══ DATA SHOWN
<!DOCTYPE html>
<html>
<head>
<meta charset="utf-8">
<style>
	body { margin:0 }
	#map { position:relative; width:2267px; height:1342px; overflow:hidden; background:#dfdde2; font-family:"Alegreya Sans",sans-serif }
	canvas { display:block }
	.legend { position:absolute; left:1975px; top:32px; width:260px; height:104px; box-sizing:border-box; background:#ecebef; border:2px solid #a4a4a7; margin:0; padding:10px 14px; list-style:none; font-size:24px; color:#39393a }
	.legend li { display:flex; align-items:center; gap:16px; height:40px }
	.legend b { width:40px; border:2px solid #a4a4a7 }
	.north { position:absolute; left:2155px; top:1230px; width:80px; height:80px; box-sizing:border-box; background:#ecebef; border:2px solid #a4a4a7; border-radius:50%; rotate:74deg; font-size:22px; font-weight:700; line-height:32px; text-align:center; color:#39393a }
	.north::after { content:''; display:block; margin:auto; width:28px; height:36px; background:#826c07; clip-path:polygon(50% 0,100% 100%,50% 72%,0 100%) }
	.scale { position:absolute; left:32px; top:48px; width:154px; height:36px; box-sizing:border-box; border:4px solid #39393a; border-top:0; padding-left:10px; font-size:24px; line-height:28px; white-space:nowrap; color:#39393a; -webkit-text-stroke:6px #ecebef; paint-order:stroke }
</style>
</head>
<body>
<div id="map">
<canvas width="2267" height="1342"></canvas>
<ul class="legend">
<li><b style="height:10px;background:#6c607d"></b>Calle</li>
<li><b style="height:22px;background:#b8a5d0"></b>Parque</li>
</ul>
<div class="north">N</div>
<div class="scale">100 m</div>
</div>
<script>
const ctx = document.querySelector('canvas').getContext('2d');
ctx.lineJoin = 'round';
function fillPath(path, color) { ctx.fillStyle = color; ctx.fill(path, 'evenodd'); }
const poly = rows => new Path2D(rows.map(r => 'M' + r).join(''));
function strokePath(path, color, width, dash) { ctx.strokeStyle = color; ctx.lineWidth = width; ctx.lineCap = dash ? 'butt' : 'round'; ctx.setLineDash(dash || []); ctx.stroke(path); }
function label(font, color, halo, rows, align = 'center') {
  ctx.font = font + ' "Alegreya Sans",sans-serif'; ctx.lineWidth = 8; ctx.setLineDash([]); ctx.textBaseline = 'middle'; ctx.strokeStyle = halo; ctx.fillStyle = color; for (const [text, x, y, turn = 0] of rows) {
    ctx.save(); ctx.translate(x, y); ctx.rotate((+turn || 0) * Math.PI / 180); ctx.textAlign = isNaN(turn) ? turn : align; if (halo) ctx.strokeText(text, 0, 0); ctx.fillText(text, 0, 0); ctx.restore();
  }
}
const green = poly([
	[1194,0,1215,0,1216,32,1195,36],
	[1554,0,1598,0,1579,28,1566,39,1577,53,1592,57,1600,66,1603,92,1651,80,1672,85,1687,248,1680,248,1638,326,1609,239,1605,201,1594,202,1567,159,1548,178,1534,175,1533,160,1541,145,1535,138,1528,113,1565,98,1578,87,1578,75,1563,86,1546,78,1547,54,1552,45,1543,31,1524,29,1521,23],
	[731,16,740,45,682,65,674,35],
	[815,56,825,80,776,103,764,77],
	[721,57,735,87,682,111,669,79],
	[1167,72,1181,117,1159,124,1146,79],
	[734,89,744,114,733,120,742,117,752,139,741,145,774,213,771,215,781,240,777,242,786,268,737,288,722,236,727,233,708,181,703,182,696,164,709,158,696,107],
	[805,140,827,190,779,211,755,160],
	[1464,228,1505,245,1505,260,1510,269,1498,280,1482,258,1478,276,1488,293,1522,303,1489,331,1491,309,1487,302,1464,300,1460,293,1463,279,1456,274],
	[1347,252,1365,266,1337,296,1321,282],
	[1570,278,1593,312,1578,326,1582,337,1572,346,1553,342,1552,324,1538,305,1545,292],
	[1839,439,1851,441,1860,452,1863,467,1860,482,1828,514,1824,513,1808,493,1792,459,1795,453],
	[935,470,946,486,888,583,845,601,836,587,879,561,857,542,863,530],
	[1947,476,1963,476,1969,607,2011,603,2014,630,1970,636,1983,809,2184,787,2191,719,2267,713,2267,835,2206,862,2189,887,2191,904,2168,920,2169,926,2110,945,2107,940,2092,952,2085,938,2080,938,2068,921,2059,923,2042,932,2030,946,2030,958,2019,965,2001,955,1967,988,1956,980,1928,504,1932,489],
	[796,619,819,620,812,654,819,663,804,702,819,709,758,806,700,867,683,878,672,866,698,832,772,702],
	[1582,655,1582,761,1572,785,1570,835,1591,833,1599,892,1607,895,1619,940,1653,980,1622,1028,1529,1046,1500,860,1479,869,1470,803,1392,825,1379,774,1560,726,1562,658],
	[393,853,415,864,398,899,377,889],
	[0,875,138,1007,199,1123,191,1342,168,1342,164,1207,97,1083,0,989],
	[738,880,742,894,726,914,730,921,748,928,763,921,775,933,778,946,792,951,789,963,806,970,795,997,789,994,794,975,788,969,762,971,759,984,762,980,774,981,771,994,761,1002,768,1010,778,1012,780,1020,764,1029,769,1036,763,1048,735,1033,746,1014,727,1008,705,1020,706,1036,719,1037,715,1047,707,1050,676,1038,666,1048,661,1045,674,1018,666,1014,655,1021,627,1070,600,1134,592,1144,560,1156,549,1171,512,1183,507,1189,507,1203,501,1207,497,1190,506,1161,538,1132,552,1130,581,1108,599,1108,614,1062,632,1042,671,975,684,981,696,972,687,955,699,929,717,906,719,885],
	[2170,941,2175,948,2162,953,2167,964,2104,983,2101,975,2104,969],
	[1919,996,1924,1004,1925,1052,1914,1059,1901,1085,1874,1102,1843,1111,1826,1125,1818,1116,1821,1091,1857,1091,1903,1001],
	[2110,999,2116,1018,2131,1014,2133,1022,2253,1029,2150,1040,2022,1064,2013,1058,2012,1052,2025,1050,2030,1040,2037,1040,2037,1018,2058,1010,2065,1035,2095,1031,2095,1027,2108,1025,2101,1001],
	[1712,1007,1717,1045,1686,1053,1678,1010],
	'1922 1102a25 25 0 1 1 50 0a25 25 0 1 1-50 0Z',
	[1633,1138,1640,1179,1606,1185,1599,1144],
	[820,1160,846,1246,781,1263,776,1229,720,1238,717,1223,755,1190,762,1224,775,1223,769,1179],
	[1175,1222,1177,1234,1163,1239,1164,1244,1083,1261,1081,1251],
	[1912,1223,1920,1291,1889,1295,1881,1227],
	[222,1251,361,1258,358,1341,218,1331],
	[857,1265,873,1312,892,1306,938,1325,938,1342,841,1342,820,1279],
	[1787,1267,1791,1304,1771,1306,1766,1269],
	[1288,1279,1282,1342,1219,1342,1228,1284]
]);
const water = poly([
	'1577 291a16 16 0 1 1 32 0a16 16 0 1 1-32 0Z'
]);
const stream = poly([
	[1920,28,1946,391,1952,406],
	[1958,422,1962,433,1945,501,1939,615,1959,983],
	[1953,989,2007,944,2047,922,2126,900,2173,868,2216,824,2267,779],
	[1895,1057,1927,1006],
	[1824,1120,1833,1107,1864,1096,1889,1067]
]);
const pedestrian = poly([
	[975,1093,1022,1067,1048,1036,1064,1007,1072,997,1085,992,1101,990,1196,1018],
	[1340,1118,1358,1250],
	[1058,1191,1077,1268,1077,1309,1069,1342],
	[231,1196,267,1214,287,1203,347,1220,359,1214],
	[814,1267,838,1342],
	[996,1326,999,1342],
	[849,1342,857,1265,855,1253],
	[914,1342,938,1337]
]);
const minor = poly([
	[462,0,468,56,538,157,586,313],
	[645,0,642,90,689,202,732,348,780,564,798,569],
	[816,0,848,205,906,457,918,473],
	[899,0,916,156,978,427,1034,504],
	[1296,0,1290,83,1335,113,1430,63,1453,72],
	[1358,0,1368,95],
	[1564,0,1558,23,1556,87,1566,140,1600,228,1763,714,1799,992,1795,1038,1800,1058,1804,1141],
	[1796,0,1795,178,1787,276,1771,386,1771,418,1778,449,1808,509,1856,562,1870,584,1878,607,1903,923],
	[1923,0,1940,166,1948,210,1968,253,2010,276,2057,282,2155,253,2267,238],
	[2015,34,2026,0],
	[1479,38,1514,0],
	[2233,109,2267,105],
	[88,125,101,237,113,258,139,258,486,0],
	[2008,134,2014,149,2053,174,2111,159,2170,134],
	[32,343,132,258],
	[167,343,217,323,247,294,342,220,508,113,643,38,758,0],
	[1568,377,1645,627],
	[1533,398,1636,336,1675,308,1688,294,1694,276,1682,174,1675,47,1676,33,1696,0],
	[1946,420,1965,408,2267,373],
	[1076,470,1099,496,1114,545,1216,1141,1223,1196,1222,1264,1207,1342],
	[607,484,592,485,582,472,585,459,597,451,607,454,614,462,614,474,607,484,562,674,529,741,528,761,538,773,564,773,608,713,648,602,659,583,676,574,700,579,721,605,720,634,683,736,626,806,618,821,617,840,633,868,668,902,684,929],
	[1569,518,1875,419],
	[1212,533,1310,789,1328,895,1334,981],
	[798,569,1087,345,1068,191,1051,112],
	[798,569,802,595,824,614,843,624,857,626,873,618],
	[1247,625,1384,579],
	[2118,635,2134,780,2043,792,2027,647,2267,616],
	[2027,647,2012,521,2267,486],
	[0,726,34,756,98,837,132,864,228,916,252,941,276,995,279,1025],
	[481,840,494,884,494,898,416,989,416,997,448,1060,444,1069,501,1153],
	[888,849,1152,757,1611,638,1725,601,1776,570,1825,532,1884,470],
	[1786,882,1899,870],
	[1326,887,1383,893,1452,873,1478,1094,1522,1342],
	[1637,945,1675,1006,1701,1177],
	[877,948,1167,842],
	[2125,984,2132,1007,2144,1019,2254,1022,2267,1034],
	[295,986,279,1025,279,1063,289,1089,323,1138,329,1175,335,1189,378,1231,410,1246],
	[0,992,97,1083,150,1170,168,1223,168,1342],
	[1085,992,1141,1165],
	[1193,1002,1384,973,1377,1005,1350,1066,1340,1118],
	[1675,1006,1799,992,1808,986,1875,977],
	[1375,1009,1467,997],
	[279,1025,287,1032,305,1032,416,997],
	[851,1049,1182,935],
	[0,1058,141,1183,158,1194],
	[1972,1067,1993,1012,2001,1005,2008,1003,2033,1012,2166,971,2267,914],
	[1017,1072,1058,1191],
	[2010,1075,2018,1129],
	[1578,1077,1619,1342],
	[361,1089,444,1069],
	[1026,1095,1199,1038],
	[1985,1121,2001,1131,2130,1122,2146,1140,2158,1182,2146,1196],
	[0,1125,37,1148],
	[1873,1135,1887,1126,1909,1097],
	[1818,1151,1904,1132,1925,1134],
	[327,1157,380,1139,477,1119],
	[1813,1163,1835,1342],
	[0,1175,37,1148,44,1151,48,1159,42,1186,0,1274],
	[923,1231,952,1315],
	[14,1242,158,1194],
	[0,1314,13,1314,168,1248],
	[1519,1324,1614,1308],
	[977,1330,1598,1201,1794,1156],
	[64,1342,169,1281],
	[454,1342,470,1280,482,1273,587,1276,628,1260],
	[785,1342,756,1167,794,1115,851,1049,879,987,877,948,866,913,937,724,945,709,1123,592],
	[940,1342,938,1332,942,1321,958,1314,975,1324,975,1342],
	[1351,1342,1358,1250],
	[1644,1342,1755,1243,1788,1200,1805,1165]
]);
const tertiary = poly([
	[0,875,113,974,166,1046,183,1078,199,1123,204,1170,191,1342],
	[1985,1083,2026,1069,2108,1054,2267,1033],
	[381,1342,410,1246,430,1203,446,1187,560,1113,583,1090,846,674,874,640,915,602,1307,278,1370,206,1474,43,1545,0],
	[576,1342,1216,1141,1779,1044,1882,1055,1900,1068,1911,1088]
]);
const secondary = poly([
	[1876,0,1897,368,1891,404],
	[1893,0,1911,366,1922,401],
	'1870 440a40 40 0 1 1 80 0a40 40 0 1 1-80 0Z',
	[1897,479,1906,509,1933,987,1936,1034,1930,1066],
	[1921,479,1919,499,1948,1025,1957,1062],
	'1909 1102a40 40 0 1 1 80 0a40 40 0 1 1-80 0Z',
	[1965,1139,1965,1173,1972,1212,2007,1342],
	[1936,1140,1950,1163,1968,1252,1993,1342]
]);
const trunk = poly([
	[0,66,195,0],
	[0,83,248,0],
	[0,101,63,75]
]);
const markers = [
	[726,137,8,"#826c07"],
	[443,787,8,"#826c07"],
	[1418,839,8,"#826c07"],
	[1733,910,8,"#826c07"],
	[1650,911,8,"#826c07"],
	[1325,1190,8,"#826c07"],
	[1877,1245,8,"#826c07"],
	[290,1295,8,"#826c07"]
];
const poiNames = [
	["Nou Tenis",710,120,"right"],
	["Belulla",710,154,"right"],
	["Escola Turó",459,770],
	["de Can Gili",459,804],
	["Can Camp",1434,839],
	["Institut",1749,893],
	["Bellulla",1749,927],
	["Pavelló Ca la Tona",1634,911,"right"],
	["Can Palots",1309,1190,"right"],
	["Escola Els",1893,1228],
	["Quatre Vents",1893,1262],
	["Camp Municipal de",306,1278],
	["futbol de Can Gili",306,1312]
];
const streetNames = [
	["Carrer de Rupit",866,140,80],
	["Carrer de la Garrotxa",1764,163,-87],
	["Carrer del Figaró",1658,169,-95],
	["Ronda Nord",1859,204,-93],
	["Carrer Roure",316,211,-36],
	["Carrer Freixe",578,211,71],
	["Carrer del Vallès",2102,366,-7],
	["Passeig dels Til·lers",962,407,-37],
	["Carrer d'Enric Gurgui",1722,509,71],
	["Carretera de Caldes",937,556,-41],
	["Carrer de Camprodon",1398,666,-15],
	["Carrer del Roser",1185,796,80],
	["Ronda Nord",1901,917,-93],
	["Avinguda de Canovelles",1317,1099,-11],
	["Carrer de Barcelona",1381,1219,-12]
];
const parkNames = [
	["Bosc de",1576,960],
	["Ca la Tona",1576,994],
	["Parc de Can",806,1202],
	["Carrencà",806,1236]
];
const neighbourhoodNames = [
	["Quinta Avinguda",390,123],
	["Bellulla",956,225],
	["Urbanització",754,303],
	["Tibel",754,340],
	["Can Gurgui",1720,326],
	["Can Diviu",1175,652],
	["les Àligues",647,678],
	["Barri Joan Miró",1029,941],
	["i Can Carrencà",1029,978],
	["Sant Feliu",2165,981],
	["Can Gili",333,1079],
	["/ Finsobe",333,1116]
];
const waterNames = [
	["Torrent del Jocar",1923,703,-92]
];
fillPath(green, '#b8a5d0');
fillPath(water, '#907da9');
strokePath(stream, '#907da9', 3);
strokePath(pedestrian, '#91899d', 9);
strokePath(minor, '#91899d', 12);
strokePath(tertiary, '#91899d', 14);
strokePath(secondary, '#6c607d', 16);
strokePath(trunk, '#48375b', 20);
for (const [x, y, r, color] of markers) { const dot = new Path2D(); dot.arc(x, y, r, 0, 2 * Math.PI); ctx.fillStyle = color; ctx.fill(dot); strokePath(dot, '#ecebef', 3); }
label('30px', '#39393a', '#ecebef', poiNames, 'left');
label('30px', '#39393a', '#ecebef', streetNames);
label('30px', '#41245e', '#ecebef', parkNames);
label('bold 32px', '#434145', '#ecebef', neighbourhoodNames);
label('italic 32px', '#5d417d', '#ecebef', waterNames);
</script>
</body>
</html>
════
-- WHAT TO PRODUCE --
Count every line of the records that holds the string "north". Write only the total.

-- TASK RESPONSE --
3